Colleges, bastions of Liberalism, run into the buzzsaw of Obamacare. Perhaps they can petition Kathleen Sebelius for a waiver...


The Race Is On
It is difficult to quantify, but one factor for anyone judging Mr. Obama is race. The biggest bloc of voters opposed to the president are older white men. He lost 57% of the white vote in 2008 and 60% in 2012. Meanwhile, he won over 90% of black voters in both elections.

Typically, Mr. Obama avoids the issue the way Superman avoided kryptonite. He makes the point that he is not "the black president" but the president of all Americans. But when it comes to judging his place in American history, it is impossible not to address his minority status. The first blacks in any field, much like the first women, are always held to strict standards. (Juan Williams, WSJ, 1/18/2013)
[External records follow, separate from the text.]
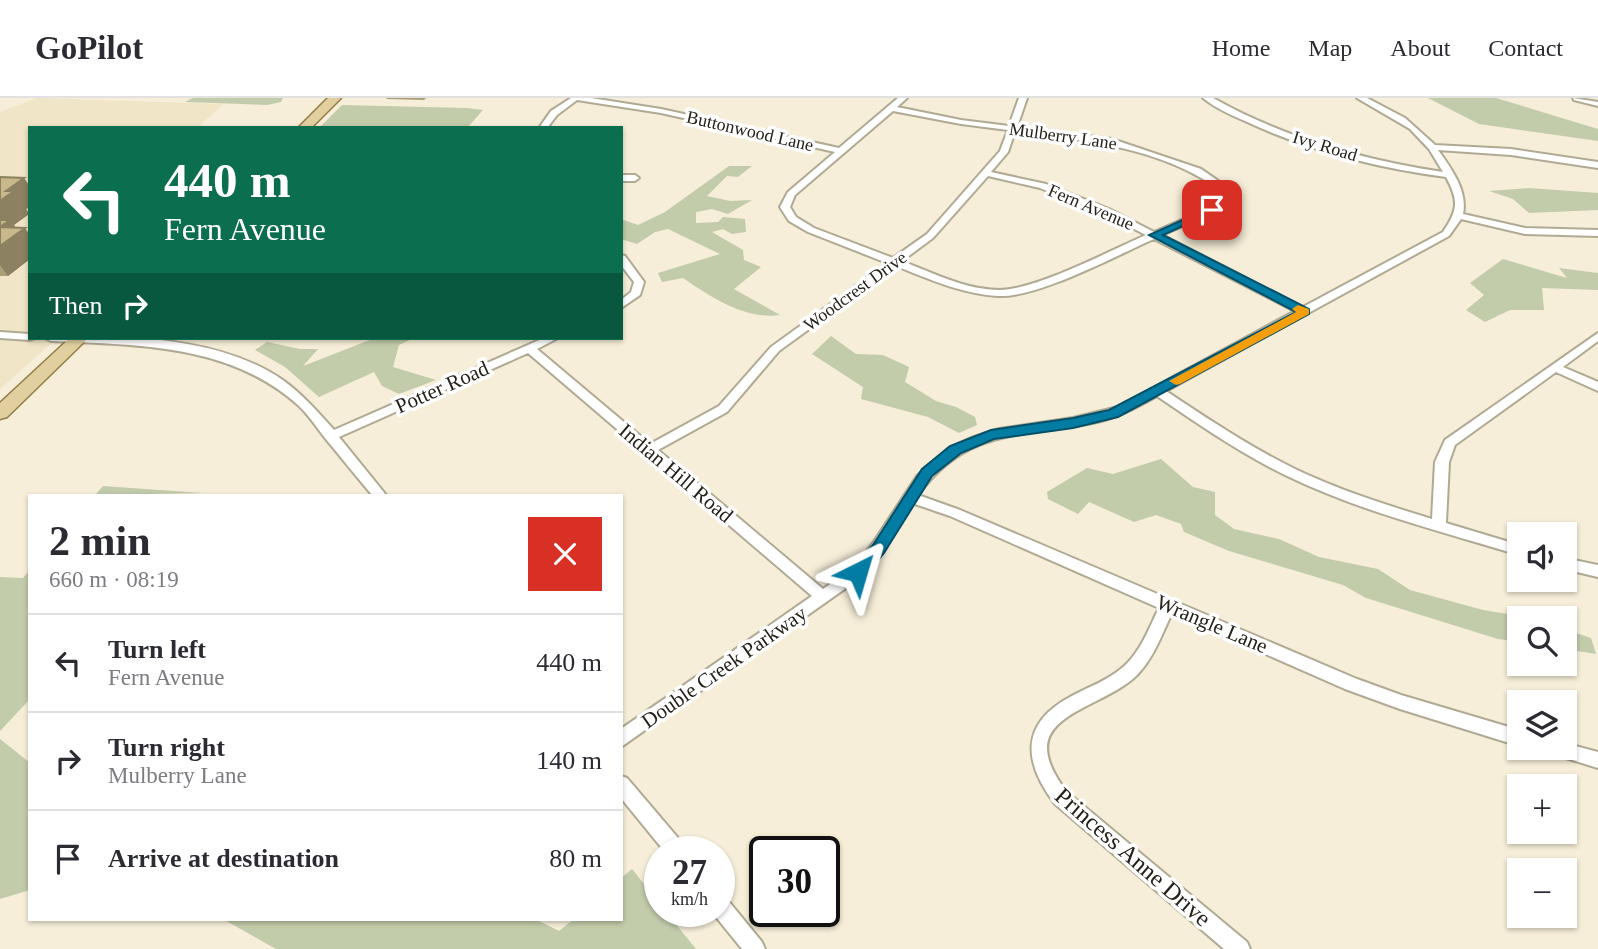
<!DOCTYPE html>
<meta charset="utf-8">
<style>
:root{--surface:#fff;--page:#f2f2f3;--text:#2b2b33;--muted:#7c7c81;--line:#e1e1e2}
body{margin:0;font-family:Georgia,serif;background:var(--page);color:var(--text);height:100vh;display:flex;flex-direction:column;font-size:26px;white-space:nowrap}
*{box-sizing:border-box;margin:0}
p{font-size:23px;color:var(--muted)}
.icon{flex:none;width:38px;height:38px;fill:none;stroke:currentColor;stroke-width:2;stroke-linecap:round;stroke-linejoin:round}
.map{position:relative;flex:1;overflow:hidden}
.details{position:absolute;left:28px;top:396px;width:595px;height:427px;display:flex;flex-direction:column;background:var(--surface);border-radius:0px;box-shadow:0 2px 5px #0004}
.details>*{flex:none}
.guide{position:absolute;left:28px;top:28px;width:595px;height:214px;border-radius:0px;box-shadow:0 2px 5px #0004;background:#0b6e4f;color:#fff;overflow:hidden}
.tools{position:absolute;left:1507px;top:424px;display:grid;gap:14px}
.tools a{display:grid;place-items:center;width:70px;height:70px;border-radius:0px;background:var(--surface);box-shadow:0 2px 5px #0004;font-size:35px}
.speed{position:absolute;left:644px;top:738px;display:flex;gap:14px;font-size:35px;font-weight:700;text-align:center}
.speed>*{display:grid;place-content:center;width:91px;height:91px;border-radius:50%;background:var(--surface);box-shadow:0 2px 5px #0004;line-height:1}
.speed small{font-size:18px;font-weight:400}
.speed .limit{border:4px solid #111;border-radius:10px;background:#fff;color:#111}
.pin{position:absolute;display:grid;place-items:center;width:60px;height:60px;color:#fff;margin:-30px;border-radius:14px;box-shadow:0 4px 10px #0006}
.me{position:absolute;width:77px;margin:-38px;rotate:40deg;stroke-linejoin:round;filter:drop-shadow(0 0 5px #0008)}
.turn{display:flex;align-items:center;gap:24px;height:147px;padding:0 21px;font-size:32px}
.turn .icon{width:91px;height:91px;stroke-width:2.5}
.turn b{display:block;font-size:49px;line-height:60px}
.then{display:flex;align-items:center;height:66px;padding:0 21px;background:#0003;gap:14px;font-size:26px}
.round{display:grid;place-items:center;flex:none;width:74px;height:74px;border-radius:0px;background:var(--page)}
.summary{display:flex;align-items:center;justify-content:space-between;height:119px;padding:0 21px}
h1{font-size:42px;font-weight:600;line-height:52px}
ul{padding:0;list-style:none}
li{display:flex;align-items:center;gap:21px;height:98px;padding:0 21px;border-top:2px solid var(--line)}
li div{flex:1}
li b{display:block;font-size:26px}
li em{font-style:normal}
header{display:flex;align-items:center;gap:42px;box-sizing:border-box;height:98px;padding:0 35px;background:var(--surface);border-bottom:2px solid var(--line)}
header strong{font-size:33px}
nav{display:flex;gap:38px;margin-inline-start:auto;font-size:24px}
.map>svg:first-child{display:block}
.built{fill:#f0e5c7}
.green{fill:#c2cbaa}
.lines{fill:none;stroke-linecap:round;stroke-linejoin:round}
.minor-casing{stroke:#b0a993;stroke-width:4}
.primary-casing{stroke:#927d46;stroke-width:3}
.minor{fill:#fff;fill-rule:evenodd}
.primary{fill:#e1cf9f;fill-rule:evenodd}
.wall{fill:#ac9e77}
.shaded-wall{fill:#8c8161}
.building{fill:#c8b88a;stroke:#8c8161;stroke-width:2}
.route{fill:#037ca3;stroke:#02516a;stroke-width:2}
.slow{fill:#f59e0b}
.labels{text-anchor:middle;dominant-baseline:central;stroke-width:7;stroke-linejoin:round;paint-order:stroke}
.far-street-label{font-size:18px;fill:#242119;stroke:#fff}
.street-label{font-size:21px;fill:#242119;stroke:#fff}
.near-street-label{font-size:24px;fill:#242119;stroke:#fff}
</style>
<header>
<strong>GoPilot</strong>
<nav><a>Home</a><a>Map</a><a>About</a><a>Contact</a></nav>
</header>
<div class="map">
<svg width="1598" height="851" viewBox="0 0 1598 851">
<rect width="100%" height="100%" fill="#f6eed8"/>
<polygon class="built" points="37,0 223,6 197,30 30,30 30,240 57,240 0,291 0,14"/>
<g class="green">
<polygon points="193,0 283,0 281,4 267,7 185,4"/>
<polygon points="1428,0 1496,0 1598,31 1598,43 1479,26"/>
<polygon points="342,7 467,10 483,12 467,30 319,30"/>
<path d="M729,68H752L738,79L727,78L707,98L730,103L752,102L728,116L712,111L696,114V125L718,124L723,119L745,121L746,134L732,136L723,131L712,134L743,152L744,162L761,169L734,191L780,217C745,222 711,199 683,180L662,184L658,175L720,156L668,131L655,134L637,146L621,141V121L638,127L665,114Z"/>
<polygon points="1529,90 1598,95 1598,112 1529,115 1513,101 1489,93"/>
<polygon points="1503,161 1567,180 1559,170 1598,175 1598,192 1542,190 1544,212 1510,212 1485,224 1466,212 1484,197 1470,185"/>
<polygon points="831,238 856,256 883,257 909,269 905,284 936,303 956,309 975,319 977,327 959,335 928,319 861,301 863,289 812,256"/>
<polygon points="375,240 414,240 399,247 393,269 436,282 399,296 382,288 374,274 319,299 285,269 255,252 267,244 300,251 318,251 303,268"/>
<polygon points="1161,361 1193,389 1215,394 1215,417 1234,431 1279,441 1319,459 1378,471 1410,492 1483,512 1532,520 1519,520 1519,544 1498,541 1366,500 1343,487 1229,453 1184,434 1181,426 1156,417 1134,424 1089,404 1078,416 1048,401 1047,394 1087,370 1113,376"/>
<polygon points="103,388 202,395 95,397"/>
<polygon points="30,472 30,601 0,633 0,479 23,480"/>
<polygon points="1564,531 1591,540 1596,556 1565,551"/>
<polygon points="0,641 30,665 30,792 0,801"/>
<polygon points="632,771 660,806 660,814 666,814 696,851 276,851 223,821 535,821 559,833 574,821 621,821 621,780"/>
</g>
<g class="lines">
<g class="minor-casing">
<g id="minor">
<path d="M571,0H591L661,11L839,50L898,0H907L897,9L961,22L1009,28L1019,0H1027L1017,29L1112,41L1201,71L1224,87L1227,105L1215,114L1162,137L1303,209L1443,134C1458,112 1459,103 1446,79C1378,70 1309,53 1245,23C1231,17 1215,10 1203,0H1213C1284,40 1363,62 1443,74L1429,51L1410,31L1357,0H1367L1405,20L1435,47L1511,51L1598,64V70L1511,57L1438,52C1451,70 1468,93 1463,116L1525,130L1598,132V138L1525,136L1461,121L1449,138L1166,293C1208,321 1250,349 1295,371C1339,392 1386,407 1432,421L1435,364L1445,342L1598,235V243L1563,269L1598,284V293L1556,274L1455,347L1449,364L1446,425L1519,447V457C1440,433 1359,413 1285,377C1240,355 1198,326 1157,298C1137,309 1119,319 1097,324C1023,340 968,328 918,397L960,412L1357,581L1401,597L1519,632V648L1400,611L1345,591L1172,515C1162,536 1153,561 1137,577C1098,615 1007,617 1067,694L1247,844L1250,851H1224L1055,706C1023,664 1020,626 1070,599C1088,589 1107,583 1122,570C1141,554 1149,530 1159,510L950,418L912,405L883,452L863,478L621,649V631L812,498L528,255L339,339L386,397H372C356,378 340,358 325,340C317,330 309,317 298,307C230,246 138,247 51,243L45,240C119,236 221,238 284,283C303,297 318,314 334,332L544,240H558L537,251L650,346L719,308L771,249L887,165L808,134L789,123L780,109L788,94L835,54L661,15L577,2L557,17L547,30H539L551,13ZM893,13L961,26L1008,32L1000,53L927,136L893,160L814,130L796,119L790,109L795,97ZM1015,33C1084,42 1159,49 1217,90L1219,102L1209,110L1154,134L1109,111L1046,86L991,74L1008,54ZM988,78L1040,90L1103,115L1146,137C1109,153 1038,191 1000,192C966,192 933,175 902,163L933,140ZM1154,141L1295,213L1118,309L1073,320L999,331L971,340L949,350L917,378L873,445L853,470L823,491L658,352L727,314L779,253L896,168C929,181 962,196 998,198C1038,200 1115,158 1154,141Z"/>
<polygon points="1573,0 1598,4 1598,8 1574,2"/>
<polygon points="621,77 635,77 639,80 635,83 621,83"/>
<polygon points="621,157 625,158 644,184 640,197 621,210 621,202 631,194 634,184 621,167"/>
<polygon points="0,234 30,236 30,240 35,240 30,242 0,240"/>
<polygon points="1564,460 1598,467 1598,479 1564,471"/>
<polygon points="1564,645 1598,654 1598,670 1546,654 1543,649 1564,649"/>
<polygon points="621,678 627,680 684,747 686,754 665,754 621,700"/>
<polygon points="719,797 726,800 762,844 765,851 742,851 712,814 719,814"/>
</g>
</g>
<g class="primary-casing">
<g id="primary">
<polygon points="328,0 341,0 311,30 298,30"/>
<polygon points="70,240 88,240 7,319 0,321 0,305"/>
</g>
</g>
<use href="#minor" class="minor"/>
<use href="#primary" class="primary"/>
</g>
<g class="wall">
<polygon points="386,0 426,0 424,2 387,1"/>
<polygon points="0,79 24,80 30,89 30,109 26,111 29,116 14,127 15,129 30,137 30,161 8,178 0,178"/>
</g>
<polygon class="shaded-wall" points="24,80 30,89 30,109 26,111 29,116 14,127 19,134 25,130 30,137 30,161 8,178 0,167 0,103 6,93"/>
<g class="building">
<polygon points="0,79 24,80 6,93 14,93 0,103"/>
<polygon points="0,122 10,122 0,129 25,130 0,148"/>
</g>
<polygon class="route" points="1209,110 1218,112 1163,137 1309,211 1309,216 1118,319 1073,330 994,341 961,355 932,378 884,455 864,479 852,479 850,474 852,470 873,447 922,371 950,348 991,332 1073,320 1109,312 1296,214 1149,137"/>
<polygon class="slow" points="1298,207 1309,211 1309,216 1180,286 1176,287 1169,283 1296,214 1292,211"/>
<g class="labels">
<g class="far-street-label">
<text transform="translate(750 33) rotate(13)">Buttonwood Lane</text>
<text transform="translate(1063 38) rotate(8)">Mulberry Lane</text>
<text transform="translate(1325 48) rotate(17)">Ivy Road</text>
<text transform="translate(1091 109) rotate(23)">Fern Avenue</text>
<text transform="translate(855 193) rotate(-36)">Woodcrest Drive</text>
</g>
<g class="street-label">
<text transform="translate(442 289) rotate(-24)">Potter Road</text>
<text transform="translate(676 375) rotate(40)">Indian Hill Road</text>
<text transform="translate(1212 526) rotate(23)">Wrangle Lane</text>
<text transform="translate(724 569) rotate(-35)">Double Creek Parkway</text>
</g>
<g class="near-street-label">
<text transform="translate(1133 759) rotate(41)">Princess Anne Drive</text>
</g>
</g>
</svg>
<div class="tools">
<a><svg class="icon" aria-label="sound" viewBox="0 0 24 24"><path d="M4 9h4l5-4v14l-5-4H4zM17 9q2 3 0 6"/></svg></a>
<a><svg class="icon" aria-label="search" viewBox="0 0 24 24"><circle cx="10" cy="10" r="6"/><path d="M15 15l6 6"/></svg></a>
<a><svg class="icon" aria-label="layers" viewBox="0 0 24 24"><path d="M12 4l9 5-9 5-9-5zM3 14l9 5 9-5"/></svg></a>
<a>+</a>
<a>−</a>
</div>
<div class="speed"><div>27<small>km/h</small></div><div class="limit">30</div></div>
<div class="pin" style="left:1212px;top:112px;background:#d93025"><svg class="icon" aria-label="arrive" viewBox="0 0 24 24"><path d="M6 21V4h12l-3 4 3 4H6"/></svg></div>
<svg class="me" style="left:858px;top:474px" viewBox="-20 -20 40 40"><path d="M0-17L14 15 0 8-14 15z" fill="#037ca3" stroke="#fff" stroke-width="4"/></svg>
<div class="guide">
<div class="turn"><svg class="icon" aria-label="left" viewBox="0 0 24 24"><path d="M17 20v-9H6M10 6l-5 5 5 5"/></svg><div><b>440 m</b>Fern Avenue</div></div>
<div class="then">Then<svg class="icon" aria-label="right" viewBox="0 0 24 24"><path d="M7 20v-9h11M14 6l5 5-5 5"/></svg></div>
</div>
<section class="details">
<div class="summary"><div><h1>2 min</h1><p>660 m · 08:19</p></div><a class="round" style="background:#d93025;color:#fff"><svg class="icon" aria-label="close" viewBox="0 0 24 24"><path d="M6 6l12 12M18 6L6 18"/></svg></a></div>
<ul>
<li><svg class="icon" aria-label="left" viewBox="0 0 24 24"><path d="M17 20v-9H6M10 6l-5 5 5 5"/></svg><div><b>Turn left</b><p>Fern Avenue</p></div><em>440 m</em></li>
<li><svg class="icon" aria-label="right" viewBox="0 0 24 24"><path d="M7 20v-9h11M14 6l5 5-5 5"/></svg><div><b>Turn right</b><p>Mulberry Lane</p></div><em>140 m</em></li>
<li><svg class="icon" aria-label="arrive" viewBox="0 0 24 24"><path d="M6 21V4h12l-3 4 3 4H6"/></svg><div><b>Arrive at destination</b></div><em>80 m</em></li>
</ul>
</section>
</div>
The usually thoughtful Williams invokes race and gets it exactly wrong. Obama is not being held to a higher standard, he is being held to a lower standard, at least by a number of voting blocs. Let's look at the demographics: older white males, blacks, females, young voters. Which group is more likely to hold Obama accountable for four years in which the economy did not recover, unemployment was consistently high and gas prices averaged $4/gallon? We would argue that older white males who grew up in working environments where accountability in job performance was an everyday reality. Screw up on the job and you do not get that raise or that promotion. There is no place to hide and your buddies often cannot save you. Screw up too much and you get fired. Now look at the other groups - blacks, females and the young. All are more likely to give the president a pass on performance for a wide variety of cultural reasons (e.g. the desire to not see the nation's first black president fail; persistent depictions of the president's opponents as vindictive or worse, racist; the president's "likability"; compassion, etc.)


Speechless
(Obama) had nothing to say about America's culture of violence—its movies, TV shows and videogames. Excuse me, there will be a study of videogames; they are going to do "research" on whether seeing 10,000 heads explode on video screens every day might lead unstable young men to think about making heads explode. You'll need a real genius to figure that out. (Peggy Noonan, WSJ, 1/18/2013)

Exactly. Which reminds us of how we expect that Liberals will react the next time that there is a shooting (God forbid) with a weapon other than an AR 15. They will seek to ban it. And then their reaction the next time there is a shooting (God forbid) with another type of weapon?  You see where we are going on this. Liberals would rather approach each mass murder as a separate event which needs a legislative fix. They avoid the hard work of looking at American culture starting with their friends in Hollywood and in the gaming industry who bankroll them.